The experience had a profound effect on him. "At the dinner table," recalls Elroy, "Dad would say 'Eat all the food you take on your plate. In the camps, there was not enough food. We had to eat cockroaches.' "
That lesson applied to the business. "We hardly threw anything away that was edible," says Elroy. "He would sell it at a loss."
It was Hiroshi who in 1958 bought the Queen Street location.
The store was affordable for Hau'oli Medina's grandparents, who raised 12 kids. They would later take Medina to the store and the grandfather would secretly treat her to crack seed, saying, "Don't tell Grandma, put it away."
Oh-oh. Now Grandma, the beloved entertainer Auntie Genoa Keawe, knows.
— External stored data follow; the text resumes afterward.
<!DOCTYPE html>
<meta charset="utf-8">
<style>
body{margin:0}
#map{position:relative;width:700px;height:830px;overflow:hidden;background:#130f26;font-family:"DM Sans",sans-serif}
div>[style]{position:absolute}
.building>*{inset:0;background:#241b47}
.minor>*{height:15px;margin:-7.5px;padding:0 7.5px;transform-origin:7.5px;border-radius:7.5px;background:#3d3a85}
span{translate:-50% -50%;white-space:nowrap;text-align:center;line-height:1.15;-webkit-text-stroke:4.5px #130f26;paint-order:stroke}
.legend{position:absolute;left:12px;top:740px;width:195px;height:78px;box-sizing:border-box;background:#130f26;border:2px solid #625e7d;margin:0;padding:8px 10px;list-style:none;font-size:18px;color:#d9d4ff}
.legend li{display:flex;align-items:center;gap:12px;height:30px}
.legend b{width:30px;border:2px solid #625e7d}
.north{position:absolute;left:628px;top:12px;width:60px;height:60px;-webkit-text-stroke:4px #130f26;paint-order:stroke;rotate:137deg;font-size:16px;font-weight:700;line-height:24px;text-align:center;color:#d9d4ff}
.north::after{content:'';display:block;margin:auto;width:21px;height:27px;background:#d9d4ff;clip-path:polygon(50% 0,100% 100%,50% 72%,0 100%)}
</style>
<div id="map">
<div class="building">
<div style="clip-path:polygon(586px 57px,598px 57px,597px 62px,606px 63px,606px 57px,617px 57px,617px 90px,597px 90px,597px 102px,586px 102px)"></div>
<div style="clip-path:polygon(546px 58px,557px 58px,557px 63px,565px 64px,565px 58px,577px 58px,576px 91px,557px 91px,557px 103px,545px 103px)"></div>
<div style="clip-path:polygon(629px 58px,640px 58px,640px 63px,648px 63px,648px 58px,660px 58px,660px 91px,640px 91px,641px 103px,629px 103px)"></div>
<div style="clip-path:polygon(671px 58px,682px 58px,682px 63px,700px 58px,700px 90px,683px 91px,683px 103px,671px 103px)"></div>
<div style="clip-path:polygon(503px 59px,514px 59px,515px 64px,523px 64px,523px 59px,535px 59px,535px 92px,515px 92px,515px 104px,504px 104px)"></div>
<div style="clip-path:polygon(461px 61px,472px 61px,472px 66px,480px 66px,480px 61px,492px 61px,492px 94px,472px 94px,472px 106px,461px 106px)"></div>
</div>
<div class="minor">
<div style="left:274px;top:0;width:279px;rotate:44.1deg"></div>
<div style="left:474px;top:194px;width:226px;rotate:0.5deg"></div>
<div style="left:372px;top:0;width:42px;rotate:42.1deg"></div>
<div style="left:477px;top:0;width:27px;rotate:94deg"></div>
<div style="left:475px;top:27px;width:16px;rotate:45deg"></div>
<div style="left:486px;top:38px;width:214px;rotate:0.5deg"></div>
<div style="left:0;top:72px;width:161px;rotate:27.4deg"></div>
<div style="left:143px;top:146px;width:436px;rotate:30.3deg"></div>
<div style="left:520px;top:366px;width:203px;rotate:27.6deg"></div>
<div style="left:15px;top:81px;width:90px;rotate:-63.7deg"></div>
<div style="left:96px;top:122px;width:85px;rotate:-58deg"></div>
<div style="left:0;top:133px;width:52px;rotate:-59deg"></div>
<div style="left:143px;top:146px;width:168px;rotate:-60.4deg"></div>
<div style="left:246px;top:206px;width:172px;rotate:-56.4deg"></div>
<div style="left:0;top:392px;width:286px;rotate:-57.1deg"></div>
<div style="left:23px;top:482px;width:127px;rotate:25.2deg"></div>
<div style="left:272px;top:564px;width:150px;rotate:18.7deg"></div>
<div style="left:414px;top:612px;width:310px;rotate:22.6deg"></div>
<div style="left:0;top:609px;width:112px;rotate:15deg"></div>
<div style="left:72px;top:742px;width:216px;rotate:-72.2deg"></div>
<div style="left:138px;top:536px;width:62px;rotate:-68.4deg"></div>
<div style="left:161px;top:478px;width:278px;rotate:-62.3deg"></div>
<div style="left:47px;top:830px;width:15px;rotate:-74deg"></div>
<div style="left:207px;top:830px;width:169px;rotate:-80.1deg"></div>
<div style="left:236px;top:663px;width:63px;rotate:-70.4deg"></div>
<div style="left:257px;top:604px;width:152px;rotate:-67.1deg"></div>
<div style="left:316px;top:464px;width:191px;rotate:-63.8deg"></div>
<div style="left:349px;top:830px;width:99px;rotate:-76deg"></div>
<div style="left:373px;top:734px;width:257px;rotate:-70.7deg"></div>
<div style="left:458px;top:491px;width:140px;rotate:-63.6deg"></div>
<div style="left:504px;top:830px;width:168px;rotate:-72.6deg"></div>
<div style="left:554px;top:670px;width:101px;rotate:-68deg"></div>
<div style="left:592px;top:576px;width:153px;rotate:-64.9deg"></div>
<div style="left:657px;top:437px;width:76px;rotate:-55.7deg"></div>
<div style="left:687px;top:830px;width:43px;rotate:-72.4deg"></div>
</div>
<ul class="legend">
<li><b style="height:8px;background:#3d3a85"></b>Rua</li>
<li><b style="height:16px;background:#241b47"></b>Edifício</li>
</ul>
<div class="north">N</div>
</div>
To the 88-year-old Auntie Genoa, who grew up in Kaka'ako, the store is special because of the people. "They're friends of yours. They say, 'Hello, how you? Where you been?' she said. "That's the kind of people that take care you."
That's one reason the store's closing creates a palpable sense of loss.
Upon learning of the closing, Borabora says, "It broke my heart. ... The small mom-and-pop stores encourage people to meet their neighbors and start being nice. They bring out the best in people."
Like many of Elroy's customers, though, she understands. "Gosh darn it, God bless him, and I wish him well."
Correction: The woman pictured in a photo of the H. Hamada store is Diane Miyasato. Her name was incorrect in the caption accompanying the photo.